> WHAT THIS TASK INVOLVES
Whenever a line in the data holds the string "place", copy that line.
*** SOURCE DATA
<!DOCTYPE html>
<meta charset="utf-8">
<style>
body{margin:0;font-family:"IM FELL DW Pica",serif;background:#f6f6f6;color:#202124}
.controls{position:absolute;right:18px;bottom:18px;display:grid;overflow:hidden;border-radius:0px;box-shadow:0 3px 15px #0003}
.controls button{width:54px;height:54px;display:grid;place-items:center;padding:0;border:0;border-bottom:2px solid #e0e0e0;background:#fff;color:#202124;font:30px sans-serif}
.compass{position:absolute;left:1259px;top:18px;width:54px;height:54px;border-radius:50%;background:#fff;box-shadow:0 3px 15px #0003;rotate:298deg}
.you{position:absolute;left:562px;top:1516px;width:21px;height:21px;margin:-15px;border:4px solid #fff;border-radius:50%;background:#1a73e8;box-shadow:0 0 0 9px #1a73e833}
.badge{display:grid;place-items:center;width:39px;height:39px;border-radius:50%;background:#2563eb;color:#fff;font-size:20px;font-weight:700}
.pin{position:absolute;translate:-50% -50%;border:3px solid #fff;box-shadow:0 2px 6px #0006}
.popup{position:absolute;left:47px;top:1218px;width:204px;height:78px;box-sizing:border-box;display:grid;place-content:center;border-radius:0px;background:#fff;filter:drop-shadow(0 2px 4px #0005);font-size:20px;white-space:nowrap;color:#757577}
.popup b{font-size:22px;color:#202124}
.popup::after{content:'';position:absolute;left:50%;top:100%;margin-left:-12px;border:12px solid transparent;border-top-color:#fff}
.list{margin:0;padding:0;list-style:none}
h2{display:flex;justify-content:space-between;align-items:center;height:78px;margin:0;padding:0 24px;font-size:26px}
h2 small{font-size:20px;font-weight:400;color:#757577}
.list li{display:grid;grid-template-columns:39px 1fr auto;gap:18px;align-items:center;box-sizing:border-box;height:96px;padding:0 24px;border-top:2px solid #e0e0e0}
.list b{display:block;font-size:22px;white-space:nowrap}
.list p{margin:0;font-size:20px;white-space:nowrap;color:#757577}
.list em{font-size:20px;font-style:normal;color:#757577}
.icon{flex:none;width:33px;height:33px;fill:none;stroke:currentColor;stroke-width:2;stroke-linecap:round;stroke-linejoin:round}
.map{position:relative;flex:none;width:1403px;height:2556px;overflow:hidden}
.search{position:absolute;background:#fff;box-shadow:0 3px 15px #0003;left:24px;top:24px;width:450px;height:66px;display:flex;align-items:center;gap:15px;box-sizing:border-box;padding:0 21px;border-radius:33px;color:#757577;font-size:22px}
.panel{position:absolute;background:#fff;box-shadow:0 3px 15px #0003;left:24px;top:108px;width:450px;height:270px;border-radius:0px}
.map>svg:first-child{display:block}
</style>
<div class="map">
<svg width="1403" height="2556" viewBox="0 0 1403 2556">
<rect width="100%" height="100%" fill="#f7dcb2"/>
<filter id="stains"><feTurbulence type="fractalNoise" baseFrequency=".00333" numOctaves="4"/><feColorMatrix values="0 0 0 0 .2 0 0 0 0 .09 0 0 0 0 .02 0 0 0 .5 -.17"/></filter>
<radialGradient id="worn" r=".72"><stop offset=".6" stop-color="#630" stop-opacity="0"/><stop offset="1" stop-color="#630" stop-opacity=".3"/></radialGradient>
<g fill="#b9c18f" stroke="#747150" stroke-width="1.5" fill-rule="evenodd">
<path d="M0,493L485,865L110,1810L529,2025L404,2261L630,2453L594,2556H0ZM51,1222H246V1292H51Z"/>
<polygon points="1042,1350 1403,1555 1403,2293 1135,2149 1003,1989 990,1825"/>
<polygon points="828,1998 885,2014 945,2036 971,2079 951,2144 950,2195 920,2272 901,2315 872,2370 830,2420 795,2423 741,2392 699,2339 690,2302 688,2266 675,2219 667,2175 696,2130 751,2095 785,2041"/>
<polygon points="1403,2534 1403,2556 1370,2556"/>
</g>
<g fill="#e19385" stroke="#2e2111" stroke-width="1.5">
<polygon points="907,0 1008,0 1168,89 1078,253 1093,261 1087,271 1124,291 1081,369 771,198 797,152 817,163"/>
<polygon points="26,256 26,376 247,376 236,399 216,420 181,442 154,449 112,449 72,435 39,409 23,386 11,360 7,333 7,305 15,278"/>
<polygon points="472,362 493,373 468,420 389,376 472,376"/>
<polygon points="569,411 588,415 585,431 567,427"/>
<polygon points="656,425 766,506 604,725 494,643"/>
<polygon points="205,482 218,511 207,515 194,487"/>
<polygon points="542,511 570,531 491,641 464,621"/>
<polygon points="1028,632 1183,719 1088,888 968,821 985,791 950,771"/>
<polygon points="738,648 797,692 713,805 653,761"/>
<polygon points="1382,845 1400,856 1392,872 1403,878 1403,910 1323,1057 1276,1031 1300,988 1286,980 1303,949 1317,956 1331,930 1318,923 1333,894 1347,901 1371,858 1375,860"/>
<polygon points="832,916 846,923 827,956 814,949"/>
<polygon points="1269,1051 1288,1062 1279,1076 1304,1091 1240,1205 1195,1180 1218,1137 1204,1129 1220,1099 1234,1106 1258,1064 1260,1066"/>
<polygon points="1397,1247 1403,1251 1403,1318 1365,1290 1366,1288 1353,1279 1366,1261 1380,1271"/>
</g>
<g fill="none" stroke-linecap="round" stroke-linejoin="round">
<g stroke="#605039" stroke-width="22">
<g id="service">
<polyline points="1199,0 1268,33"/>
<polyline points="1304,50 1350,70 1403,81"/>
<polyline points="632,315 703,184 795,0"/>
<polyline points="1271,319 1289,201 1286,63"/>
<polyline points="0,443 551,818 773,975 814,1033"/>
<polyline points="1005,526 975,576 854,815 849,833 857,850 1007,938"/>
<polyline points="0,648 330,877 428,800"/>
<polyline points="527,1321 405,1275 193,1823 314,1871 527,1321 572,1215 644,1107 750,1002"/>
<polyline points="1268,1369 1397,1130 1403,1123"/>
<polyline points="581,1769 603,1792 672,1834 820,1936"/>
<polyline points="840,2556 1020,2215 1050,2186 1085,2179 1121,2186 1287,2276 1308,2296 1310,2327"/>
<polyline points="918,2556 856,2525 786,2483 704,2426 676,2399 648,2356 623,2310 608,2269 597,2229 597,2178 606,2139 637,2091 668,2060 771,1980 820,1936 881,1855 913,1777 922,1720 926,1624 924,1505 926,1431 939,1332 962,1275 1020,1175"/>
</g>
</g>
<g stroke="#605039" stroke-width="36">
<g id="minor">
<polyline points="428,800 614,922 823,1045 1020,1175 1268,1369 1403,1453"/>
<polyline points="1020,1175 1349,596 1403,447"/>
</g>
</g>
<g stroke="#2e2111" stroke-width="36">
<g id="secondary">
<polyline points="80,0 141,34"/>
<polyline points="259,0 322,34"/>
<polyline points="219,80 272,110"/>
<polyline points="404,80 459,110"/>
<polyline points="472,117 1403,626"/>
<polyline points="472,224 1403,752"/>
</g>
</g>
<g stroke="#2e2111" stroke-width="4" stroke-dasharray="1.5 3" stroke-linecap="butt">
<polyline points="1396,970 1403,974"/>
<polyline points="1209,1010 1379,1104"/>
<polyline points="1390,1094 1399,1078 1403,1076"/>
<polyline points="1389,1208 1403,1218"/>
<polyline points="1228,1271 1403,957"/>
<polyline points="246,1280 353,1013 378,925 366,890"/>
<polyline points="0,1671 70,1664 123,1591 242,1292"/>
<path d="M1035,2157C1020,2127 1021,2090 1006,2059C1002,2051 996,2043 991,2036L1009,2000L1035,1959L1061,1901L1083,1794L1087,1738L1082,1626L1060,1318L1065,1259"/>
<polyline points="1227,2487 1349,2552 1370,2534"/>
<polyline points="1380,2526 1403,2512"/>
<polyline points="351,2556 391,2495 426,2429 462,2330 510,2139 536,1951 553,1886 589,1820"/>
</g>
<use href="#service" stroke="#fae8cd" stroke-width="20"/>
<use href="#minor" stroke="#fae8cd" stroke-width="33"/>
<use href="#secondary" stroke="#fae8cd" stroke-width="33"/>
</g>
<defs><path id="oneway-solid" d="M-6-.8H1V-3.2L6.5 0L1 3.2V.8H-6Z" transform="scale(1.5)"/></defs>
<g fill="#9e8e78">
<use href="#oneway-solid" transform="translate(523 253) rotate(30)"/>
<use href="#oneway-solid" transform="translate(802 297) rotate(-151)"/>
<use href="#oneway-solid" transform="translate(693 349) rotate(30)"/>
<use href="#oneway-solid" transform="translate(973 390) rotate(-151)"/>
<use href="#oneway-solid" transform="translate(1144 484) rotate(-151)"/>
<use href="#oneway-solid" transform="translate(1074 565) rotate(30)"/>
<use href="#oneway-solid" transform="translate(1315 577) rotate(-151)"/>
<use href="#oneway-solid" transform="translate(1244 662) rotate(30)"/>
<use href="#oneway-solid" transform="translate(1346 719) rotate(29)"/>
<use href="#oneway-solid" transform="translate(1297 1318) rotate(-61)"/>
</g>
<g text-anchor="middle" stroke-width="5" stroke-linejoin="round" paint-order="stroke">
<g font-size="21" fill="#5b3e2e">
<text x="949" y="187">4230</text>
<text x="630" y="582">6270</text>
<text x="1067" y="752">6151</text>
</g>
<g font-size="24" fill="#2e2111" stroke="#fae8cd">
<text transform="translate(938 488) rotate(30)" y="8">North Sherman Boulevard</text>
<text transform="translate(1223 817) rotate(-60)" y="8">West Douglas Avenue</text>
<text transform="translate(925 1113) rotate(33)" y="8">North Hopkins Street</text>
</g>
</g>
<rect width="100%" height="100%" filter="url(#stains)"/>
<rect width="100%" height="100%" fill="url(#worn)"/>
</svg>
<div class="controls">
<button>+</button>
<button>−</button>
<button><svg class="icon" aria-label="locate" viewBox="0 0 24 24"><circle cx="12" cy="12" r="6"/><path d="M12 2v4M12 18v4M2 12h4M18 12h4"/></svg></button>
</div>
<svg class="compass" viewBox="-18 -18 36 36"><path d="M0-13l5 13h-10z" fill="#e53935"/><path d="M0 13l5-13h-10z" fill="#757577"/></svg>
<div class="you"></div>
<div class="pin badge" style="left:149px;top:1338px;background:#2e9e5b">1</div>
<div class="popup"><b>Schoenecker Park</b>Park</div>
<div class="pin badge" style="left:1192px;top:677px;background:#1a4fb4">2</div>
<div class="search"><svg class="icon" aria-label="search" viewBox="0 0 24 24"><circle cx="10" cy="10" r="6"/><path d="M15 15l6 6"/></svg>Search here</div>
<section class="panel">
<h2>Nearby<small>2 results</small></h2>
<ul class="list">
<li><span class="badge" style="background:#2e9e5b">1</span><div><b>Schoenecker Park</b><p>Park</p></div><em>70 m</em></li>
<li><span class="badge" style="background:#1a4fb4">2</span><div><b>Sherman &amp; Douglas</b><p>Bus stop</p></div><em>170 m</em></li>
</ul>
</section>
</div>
******
> RESPONSE BOX
.controls button{width:54px;height:54px;display:grid;place-items:center;padding:0;border:0;border-bottom:2px solid #e0e0e0;background:#fff;color:#202124;font:30px sans-serif}
.badge{display:grid;place-items:center;width:39px;height:39px;border-radius:50%;background:#2563eb;color:#fff;font-size:20px;font-weight:700}
.popup{position:absolute;left:47px;top:1218px;width:204px;height:78px;box-sizing:border-box;display:grid;place-content:center;border-radius:0px;background:#fff;filter:drop-shadow(0 2px 4px #0005);font-size:20px;white-space:nowrap;color:#757577}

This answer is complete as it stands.